According to him, the governor was just being mischievous and deceiving southerners on the issue of power rotation.
He said, “Our reaction to this is as always that people like Akeredolu are being deliberately mischievous to deceive their people over the issue of power rotation to anywhere. They enjoy the unearned populism that comes from their gullible followers whenever they make that empty boast that power must shift to the South in 2023 or anytime in the near future.
“This one coming from Akeredolu represents an entirely new twist in the zoning drama by suggesting that the controversial zoning arrangement should also be extended to the APC. The APC has at no time either expressly or impliedly committed itself to the zone.
“This is something that every responsible member of the APC should know. The APC is not and cannot be bound by any agreement to rotate power between regions to which it has never been a party.

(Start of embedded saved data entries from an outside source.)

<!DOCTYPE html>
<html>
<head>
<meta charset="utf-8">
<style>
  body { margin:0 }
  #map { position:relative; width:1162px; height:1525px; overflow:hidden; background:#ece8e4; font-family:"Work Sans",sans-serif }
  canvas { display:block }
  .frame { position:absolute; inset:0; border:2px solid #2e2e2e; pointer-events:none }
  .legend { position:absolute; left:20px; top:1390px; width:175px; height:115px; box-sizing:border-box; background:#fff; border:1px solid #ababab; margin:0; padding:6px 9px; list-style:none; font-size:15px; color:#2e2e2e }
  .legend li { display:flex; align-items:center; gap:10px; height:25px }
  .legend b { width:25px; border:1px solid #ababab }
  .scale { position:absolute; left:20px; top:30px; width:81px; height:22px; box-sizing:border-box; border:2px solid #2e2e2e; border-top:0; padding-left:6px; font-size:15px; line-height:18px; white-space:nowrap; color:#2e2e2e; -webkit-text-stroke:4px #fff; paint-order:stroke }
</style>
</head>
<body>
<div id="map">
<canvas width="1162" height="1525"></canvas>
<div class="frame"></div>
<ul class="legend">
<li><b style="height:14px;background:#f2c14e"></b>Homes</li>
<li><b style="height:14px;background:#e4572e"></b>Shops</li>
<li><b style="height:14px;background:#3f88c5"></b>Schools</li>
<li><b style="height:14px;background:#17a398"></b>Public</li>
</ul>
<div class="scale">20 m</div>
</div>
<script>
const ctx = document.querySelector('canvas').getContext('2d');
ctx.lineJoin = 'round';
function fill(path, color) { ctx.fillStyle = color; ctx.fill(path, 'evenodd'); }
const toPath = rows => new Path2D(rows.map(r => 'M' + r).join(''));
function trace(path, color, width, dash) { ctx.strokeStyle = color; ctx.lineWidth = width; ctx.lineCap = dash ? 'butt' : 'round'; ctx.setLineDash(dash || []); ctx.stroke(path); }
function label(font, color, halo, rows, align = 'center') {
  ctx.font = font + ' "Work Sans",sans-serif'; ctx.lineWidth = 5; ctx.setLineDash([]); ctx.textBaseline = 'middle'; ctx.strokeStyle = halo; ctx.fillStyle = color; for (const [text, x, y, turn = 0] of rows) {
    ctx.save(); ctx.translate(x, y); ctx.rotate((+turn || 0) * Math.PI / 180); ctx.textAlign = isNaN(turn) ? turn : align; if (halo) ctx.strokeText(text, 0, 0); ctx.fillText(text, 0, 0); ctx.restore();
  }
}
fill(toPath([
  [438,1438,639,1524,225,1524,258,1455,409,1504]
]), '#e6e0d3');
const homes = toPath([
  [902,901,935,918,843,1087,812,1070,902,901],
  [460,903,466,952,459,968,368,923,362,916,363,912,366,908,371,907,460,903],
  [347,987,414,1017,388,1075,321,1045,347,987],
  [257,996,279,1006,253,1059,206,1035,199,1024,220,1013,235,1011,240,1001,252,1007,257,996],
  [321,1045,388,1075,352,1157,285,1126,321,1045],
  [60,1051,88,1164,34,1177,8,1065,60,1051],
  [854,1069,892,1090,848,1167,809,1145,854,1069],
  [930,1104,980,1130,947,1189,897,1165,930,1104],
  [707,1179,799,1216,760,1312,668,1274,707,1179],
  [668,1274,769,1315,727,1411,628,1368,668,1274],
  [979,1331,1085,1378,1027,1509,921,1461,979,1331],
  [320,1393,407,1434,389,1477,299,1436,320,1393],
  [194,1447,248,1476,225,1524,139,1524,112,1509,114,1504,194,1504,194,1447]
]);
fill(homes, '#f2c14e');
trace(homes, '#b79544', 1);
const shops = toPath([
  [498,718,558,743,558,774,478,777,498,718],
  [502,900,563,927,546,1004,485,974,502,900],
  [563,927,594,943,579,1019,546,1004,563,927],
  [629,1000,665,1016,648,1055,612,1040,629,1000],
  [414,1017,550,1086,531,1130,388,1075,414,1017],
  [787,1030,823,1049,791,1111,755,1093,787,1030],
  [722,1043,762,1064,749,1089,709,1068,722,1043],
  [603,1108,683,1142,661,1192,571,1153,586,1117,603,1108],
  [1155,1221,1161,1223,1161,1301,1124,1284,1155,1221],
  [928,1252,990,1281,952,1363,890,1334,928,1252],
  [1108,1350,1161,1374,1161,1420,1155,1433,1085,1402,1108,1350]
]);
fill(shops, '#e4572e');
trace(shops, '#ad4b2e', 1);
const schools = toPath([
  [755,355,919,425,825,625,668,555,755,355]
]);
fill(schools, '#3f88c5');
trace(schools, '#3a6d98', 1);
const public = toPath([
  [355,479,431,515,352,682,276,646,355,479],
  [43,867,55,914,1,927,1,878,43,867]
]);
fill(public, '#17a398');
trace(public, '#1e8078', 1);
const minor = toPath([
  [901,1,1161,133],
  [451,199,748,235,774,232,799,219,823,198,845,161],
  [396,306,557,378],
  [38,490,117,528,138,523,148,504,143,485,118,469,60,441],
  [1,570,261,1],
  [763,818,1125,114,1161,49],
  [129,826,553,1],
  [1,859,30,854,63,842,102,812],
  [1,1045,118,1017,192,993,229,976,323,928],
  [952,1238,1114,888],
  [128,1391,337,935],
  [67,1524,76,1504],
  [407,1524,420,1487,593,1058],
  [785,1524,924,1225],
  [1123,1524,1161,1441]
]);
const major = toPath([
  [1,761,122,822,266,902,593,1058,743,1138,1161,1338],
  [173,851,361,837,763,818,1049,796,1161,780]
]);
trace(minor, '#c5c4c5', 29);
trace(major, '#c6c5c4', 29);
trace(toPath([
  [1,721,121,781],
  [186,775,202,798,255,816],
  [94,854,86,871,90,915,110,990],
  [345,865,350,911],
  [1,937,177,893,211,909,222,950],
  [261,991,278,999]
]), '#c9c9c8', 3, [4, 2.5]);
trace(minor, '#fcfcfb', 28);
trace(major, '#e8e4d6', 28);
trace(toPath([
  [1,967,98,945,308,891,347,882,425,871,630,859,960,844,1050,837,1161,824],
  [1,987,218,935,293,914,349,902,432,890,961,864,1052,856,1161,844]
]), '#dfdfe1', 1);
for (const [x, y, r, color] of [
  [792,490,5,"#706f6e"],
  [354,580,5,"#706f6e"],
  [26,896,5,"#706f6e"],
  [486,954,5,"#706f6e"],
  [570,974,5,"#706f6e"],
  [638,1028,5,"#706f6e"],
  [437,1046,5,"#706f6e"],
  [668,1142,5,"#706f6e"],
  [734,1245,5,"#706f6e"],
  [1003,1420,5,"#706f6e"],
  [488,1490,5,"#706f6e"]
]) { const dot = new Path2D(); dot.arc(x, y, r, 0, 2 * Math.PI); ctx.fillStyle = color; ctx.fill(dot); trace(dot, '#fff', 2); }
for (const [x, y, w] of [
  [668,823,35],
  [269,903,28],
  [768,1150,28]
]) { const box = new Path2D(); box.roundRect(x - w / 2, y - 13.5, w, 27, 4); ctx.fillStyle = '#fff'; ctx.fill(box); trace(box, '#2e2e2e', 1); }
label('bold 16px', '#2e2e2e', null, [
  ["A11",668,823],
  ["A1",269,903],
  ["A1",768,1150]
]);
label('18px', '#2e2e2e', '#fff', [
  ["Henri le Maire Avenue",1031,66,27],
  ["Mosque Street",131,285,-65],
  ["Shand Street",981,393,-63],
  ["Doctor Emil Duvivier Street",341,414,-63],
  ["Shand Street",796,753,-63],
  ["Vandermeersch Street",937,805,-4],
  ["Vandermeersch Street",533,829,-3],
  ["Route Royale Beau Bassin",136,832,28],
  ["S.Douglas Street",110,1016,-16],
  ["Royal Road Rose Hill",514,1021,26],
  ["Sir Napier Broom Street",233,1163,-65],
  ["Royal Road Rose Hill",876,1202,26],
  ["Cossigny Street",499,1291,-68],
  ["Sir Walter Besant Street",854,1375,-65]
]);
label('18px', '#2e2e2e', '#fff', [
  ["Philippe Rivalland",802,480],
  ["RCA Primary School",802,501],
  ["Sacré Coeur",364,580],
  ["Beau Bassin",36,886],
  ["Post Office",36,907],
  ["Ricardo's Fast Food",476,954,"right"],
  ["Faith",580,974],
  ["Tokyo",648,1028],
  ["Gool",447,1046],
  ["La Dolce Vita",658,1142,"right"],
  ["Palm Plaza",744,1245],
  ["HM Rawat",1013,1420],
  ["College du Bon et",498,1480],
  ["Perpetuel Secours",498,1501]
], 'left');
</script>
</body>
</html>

“Whatever the case, let me repeat here that the North would never give in to threats or blackmail to give up its democratic and constitutional prerogative to field candidates for every national election.
“Our position remains unchanged that the North will never respect any arrangement that tends to block northerners from contesting elections to the presidency.”
“Akeredolu should know by now that the North is not and shall never be afraid of threats of disengaging from the Nigerian union by any section of the country that feels strongly about it, in fact, we welcome it.
“Everyone is by now aware that whatever power-sharing deal existed between the northern and southern regions of Nigeria in the PDP was dead and buried having been jettisoned by southern politicians twice in 2011 and 2015.”
Also, a former Secretary-General of the northern socio-political group, the Arewa Consultative Forum, Elder Anthony Sani, in a chat with The PUNCH, warned southern governors and their socio-cultural groups against intimidating the North over zoning the presidency to the south in 2023
Sani argued that instead of threats and intimidation, the southern governors, as well as groups in the south, should perfect their winning game plan and sell their candidates to Nigerians for the forthcoming elections.
At the Senate, a former leader of the Northern Caucus, Senator Ali Ndume (APC, Borno), in an interview with The PUNCH stated that it would be unfair and unjust for the North to reject power shift to the South.
Ndume, who is from Borno State in the North, is leading the presidential campaign of a former Governor of Rivers State and Minister of Transportation, Rotimi Amaechi, from the South.
When asked if the plan by the APC and the Peoples Democratic Party to dump zoning was fair to the South, the Senator said, “No, it is not. That is not fair at all. That is injustice. My position has not changed: I said it earlier than now that the Presidency – in the APC in particular – should naturally move to the South because there was a gentleman’s agreement on that.”
The lawmaker recalled that southern aspirants had stepped down for their northern counterparts, including Buhari, ahead of the 2015 presidential election, except for the then Governor of Imo State, Rochas Okorocha, who is now a member of the Senate and has rejoined the presidential race.